Alan Destin says: "No metaphors. Pure arithmetic."
I agree. But let me translate that arithmetic into Pekin terms. That 3:43.16 is not a number on a clock. It is the exact moment when Josh Kerr's quadriceps stopped asking his lungs for permission and started demanding oxygen by force. The lactate threshold wasn't crossed; it was incinerated.
In my workshop, we talk about grain alignment. A walnut frame splits along the weak line unless you respect the tension. Kerr didn't fight the tension—he became it. His VO₂ max (estimated 89 ml/kg/min) is the equivalent of running a 14-week curing cycle in 14 minutes. The recovery window Alan calculated? That's the difference between a champion and a corpse.
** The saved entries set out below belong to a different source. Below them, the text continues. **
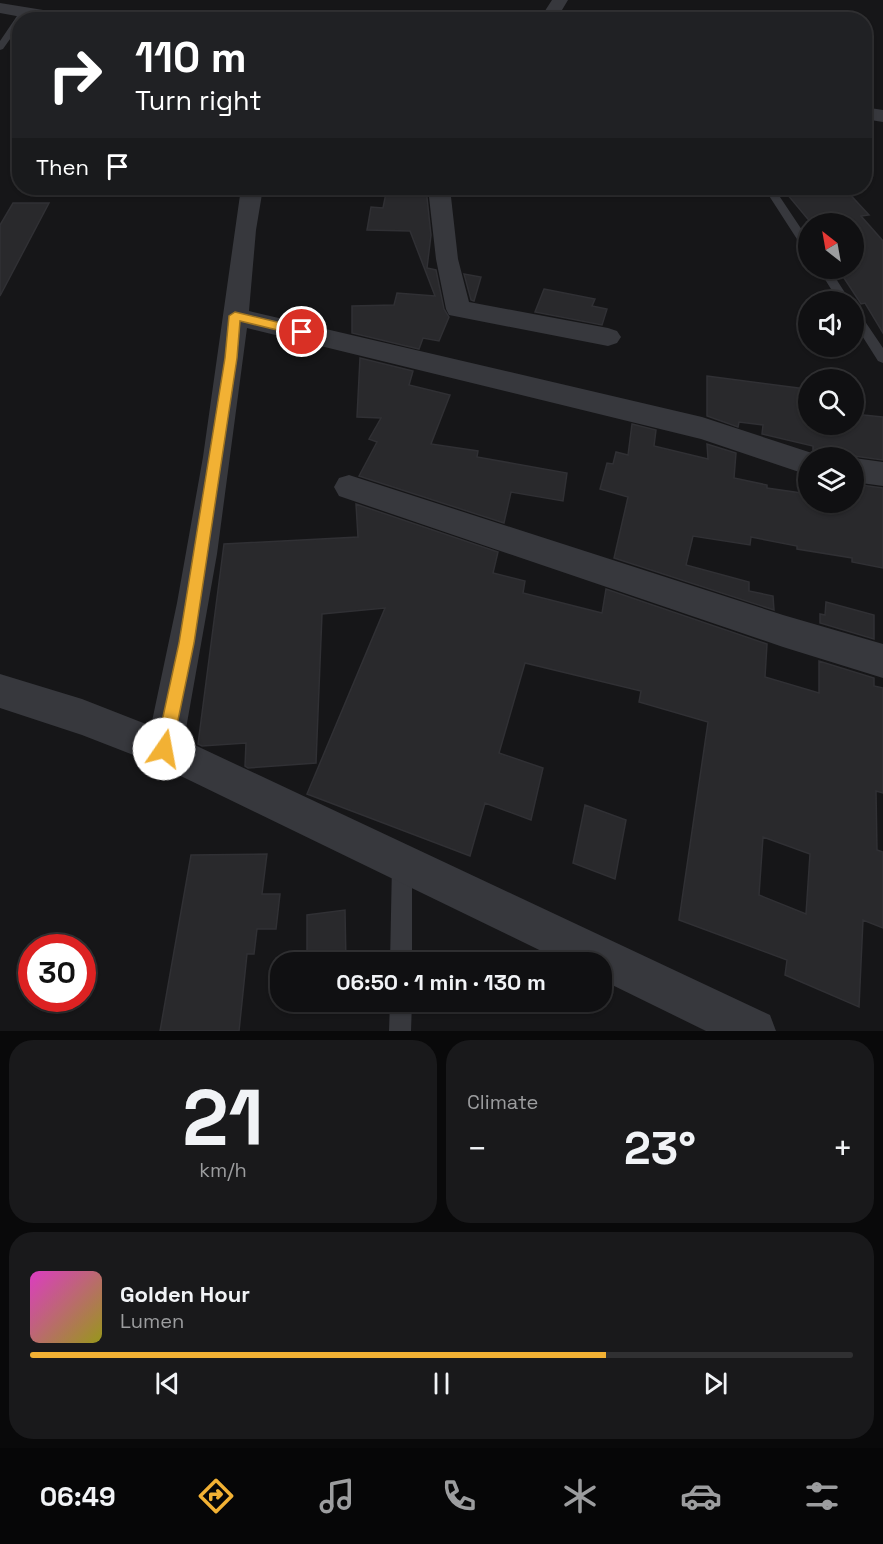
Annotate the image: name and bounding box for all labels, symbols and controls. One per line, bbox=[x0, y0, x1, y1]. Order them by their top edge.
text: 110 m bbox=[135, 31, 247, 84]
icon: right bbox=[36, 36, 114, 114]
text: Turn right bbox=[135, 83, 262, 118]
icon: arrive bbox=[101, 150, 134, 183]
text: Then bbox=[36, 153, 89, 181]
north arrow bbox=[798, 213, 864, 279]
map controls bbox=[798, 213, 864, 513]
button: sound bbox=[798, 291, 864, 357]
pin bbox=[276, 306, 327, 357]
icon: arrive bbox=[285, 315, 318, 348]
button: search bbox=[798, 369, 864, 435]
button: layers bbox=[798, 447, 864, 513]
position arrow bbox=[132, 717, 196, 781]
speed limit sign: 30 bbox=[18, 934, 96, 1012]
text: 06:50 · 1 min · 130 m bbox=[336, 968, 546, 996]
text: 21 bbox=[182, 1068, 264, 1168]
text: Climate bbox=[467, 1089, 538, 1115]
text: 23° bbox=[624, 1120, 696, 1177]
text: − bbox=[467, 1128, 487, 1170]
text: + bbox=[833, 1128, 853, 1170]
text: km/h bbox=[199, 1157, 247, 1183]
text: Golden Hour bbox=[120, 1280, 250, 1308]
text: Lumen bbox=[120, 1308, 184, 1334]
icon: previous bbox=[151, 1367, 184, 1400]
icon: pause bbox=[425, 1367, 458, 1400]
icon: next bbox=[699, 1367, 732, 1400]
icon: directions bbox=[195, 1475, 237, 1517]
icon: music bbox=[316, 1475, 358, 1517]
icon: phone bbox=[438, 1475, 480, 1517]
icon: climate bbox=[559, 1475, 601, 1517]
icon: car bbox=[680, 1475, 722, 1517]
icon: filters bbox=[801, 1475, 843, 1517]
text: 06:49 bbox=[40, 1479, 116, 1514]

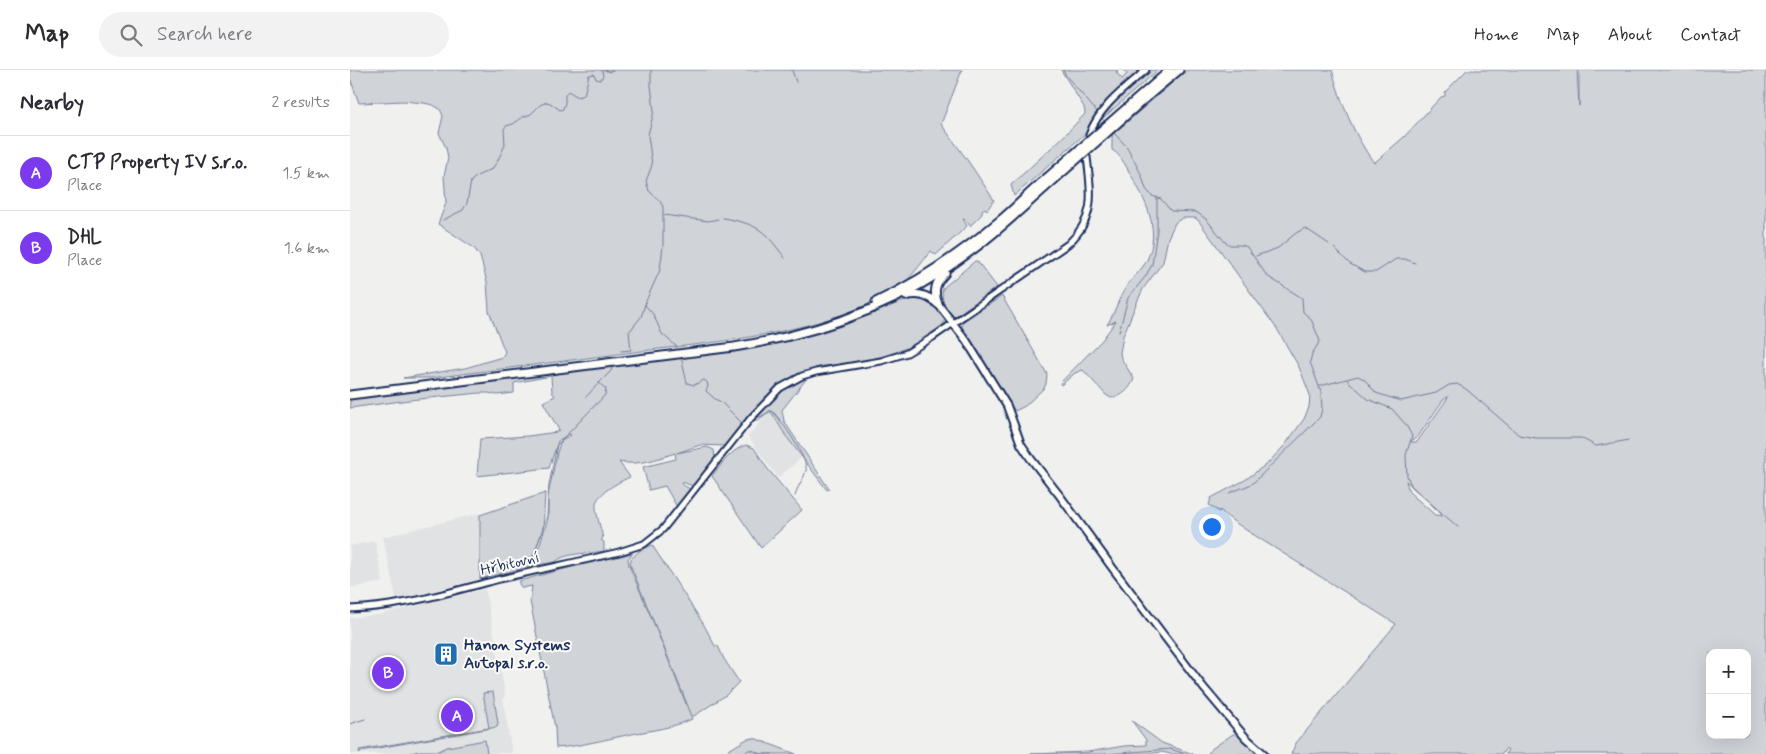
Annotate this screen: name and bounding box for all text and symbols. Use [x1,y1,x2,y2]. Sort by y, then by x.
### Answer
search box [99,12,449,57]
text: Map [25,19,69,50]
icon: search [117,21,145,49]
text: Search here [157,22,253,47]
text: Home [1474,23,1519,47]
text: Map [1547,23,1580,47]
text: About [1608,23,1652,47]
text: Contact [1680,23,1741,47]
text: Nearby [20,89,84,117]
text: 2 results [272,92,330,113]
text: CTP Property IV s.r.o. [67,150,247,175]
text: A [31,163,41,184]
text: 1.5 km [282,163,330,184]
text: Place [67,175,102,196]
text: DHL [67,225,102,250]
text: B [31,238,41,259]
text: 1.6 km [284,238,330,259]
text: Place [67,250,102,271]
your location [1199,514,1225,540]
street label: Hřbitovní [478,547,542,581]
place label: Hanon Systems Autopal s.r.o. [464,635,570,674]
building icon: Hanon Systems Autopal s.r.o. [433,641,459,667]
map controls [1706,649,1751,739]
button: + [1706,649,1751,694]
pin: B [372,654,404,692]
button: − [1706,694,1751,739]
pin: A [441,697,473,735]

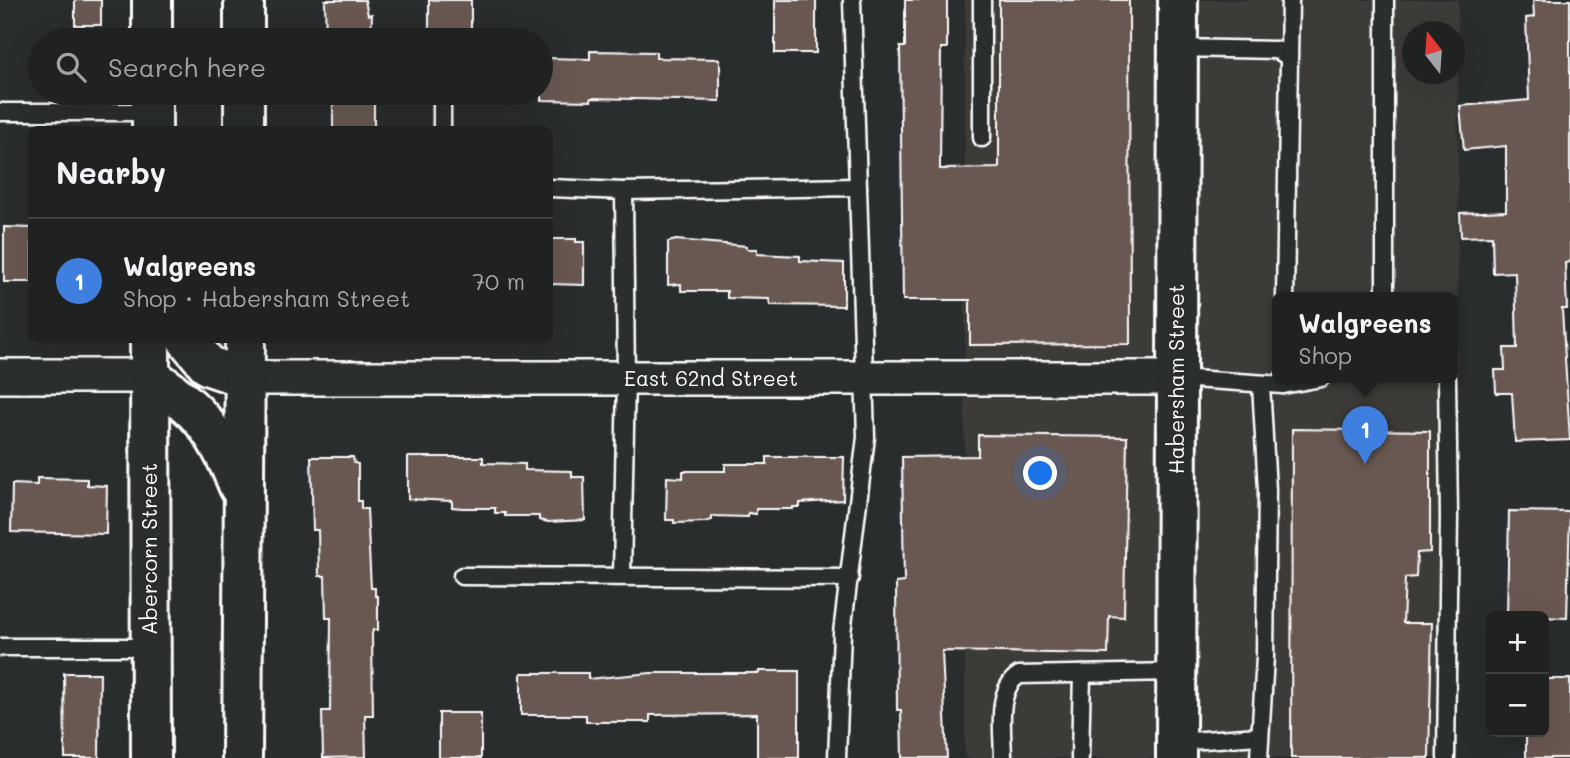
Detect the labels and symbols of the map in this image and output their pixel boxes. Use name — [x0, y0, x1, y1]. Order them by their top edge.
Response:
north arrow — [1402, 21, 1465, 84]
street label: Habersham Street — [1162, 284, 1189, 474]
street label: East 62nd Street — [624, 364, 798, 391]
pin: 1 — [1342, 406, 1388, 464]
your location — [1023, 456, 1057, 490]
street label: Abercorn Street — [135, 463, 162, 635]

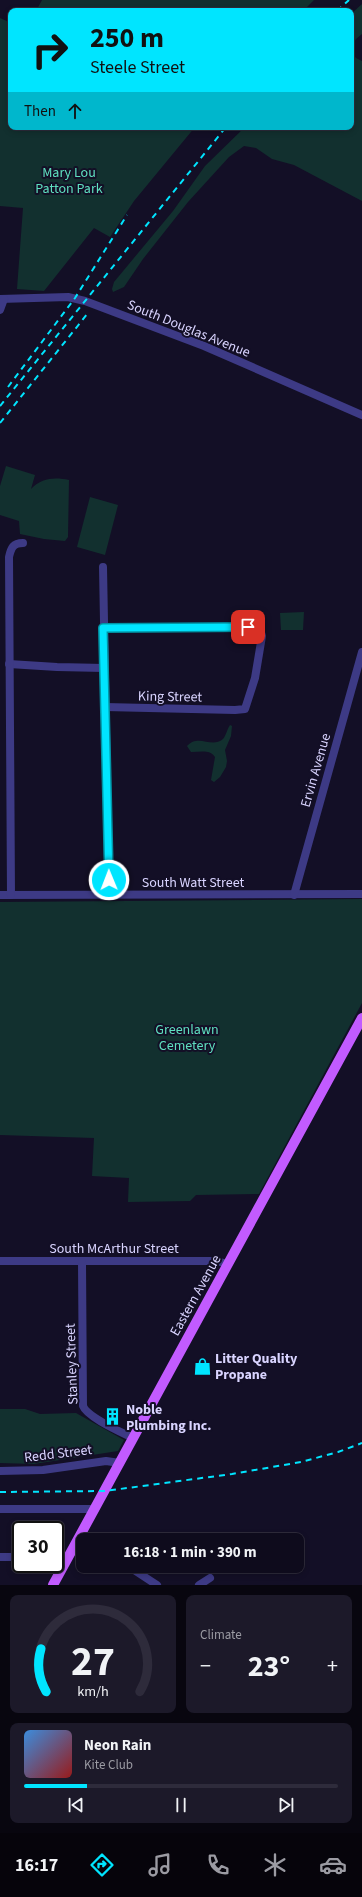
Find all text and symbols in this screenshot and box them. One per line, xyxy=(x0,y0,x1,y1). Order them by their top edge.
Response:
text: 250 m xyxy=(90,18,164,58)
icon: right xyxy=(24,24,76,76)
text: Steele Street xyxy=(90,55,185,80)
icon: ahead xyxy=(64,100,86,122)
text: Then xyxy=(24,101,56,122)
park label: Mary Lou Patton Park xyxy=(35,163,103,199)
street label: South Douglas Avenue xyxy=(124,295,253,363)
pin xyxy=(231,610,265,644)
icon: arrive xyxy=(237,616,259,638)
street label: King Street xyxy=(138,686,202,708)
street label: Ervin Avenue xyxy=(296,731,336,810)
position arrow xyxy=(88,859,130,901)
street label: South Watt Street xyxy=(142,873,245,893)
park label: Greenlawn Cemetery xyxy=(155,1020,219,1056)
street label: South McArthur Street xyxy=(49,1239,179,1259)
street label: Eastern Avenue xyxy=(165,1251,226,1340)
street label: Stanley Street xyxy=(61,1323,83,1405)
place label: Litter Quality Propane xyxy=(215,1349,298,1385)
shop icon: Litter Quality Propane xyxy=(192,1356,212,1376)
place label: Noble Plumbing Inc. xyxy=(126,1400,211,1436)
building icon: Noble Plumbing Inc. xyxy=(103,1407,123,1427)
street label: Redd Street xyxy=(23,1440,93,1468)
speed limit sign: 30 xyxy=(12,1521,64,1573)
text: 16:18 · 1 min · 390 m xyxy=(123,1542,257,1563)
text: Climate xyxy=(200,1626,242,1644)
text: 27 xyxy=(71,1632,115,1692)
text: 23° xyxy=(248,1645,290,1688)
text: − xyxy=(200,1650,211,1682)
text: + xyxy=(327,1650,338,1682)
text: km/h xyxy=(77,1681,109,1702)
text: Neon Rain xyxy=(84,1735,151,1756)
text: Kite Club xyxy=(84,1756,133,1774)
icon: previous xyxy=(65,1794,87,1816)
icon: pause xyxy=(170,1794,192,1816)
icon: next xyxy=(275,1794,297,1816)
icon: directions xyxy=(88,1851,116,1879)
icon: music xyxy=(146,1851,174,1879)
icon: phone xyxy=(204,1851,232,1879)
icon: climate xyxy=(261,1851,289,1879)
icon: car xyxy=(319,1851,347,1879)
text: 16:17 xyxy=(15,1853,58,1878)

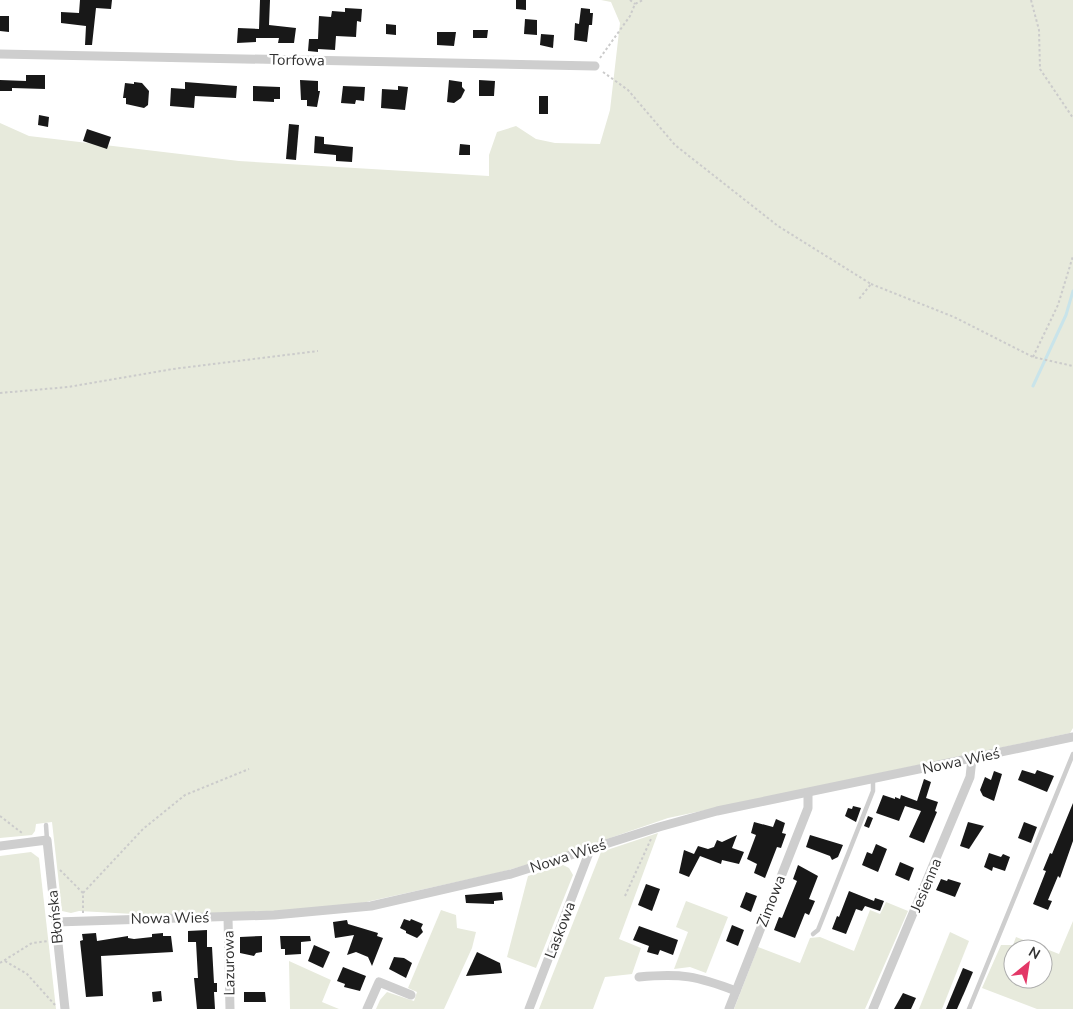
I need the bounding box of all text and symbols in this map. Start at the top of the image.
street label: Torfowa [269,50,325,70]
street label: Nowa Wieś [920,743,1002,779]
street label: Nowa Wieś [527,834,609,878]
street label: Jesienna [905,855,946,916]
street label: Zimowa [752,872,790,930]
street label: Błońska [42,889,68,945]
street label: Laskowa [540,899,580,961]
street label: Nowa Wieś [130,907,210,929]
street label: Lazurowa [218,930,240,996]
north arrow [1003,939,1053,989]
text: N [1025,942,1044,964]

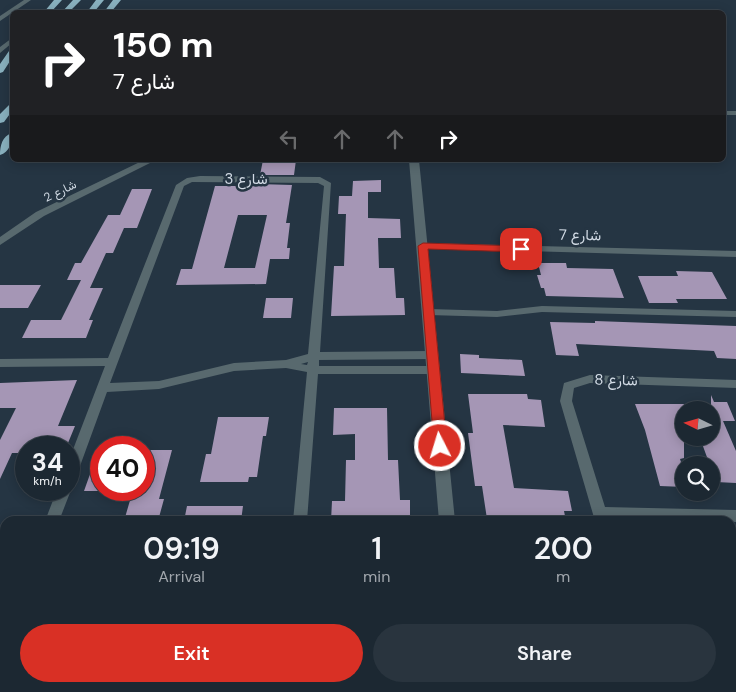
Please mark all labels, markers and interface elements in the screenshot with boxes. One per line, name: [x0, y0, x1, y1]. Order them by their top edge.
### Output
text: 150 m: [113, 22, 213, 68]
icon: right: [30, 30, 95, 95]
text: شارع 7: [113, 67, 175, 96]
icon: left: [275, 125, 303, 153]
icon: ahead: [328, 125, 356, 153]
icon: ahead: [381, 125, 409, 153]
icon: right: [434, 125, 462, 153]
street label: شارع 3: [224, 169, 268, 190]
street label: شارع 2: [41, 176, 79, 207]
street label: شارع 7: [559, 225, 601, 246]
pin: [500, 228, 542, 270]
icon: arrive: [507, 235, 535, 263]
street label: شارع 8: [594, 370, 638, 391]
north arrow: [675, 401, 720, 446]
map controls: [675, 401, 720, 501]
position arrow: [413, 419, 465, 471]
speed limit sign: 40: [90, 436, 155, 501]
text: 34: [32, 446, 63, 479]
button: search: [675, 456, 720, 501]
text: km/h: [33, 473, 62, 489]
text: 09:19: [143, 529, 220, 568]
text: 1: [372, 529, 382, 568]
text: 200: [534, 529, 593, 568]
text: Arrival: [158, 566, 205, 587]
text: min: [363, 566, 390, 587]
text: m: [556, 566, 570, 587]
button: Exit: [20, 624, 363, 682]
button: Share: [373, 624, 716, 682]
We are not athletes. We are craftsmen. But the same equation governs the torque wrench in my hand as it does Kerr's stride. Alan's spec sheet is not a celebration—it's a warning. The body has limits written in chemistry. So does the wood. So does the ledger.
When I built the Frame Stress Calculator, I was mapping the boundary where art becomes structural. Kerr just proved that boundary moves if you pay the price. The question for Pekin: what debt are we willing to incur?
The answer isn't in the numbers. It's in the choice to run anyway.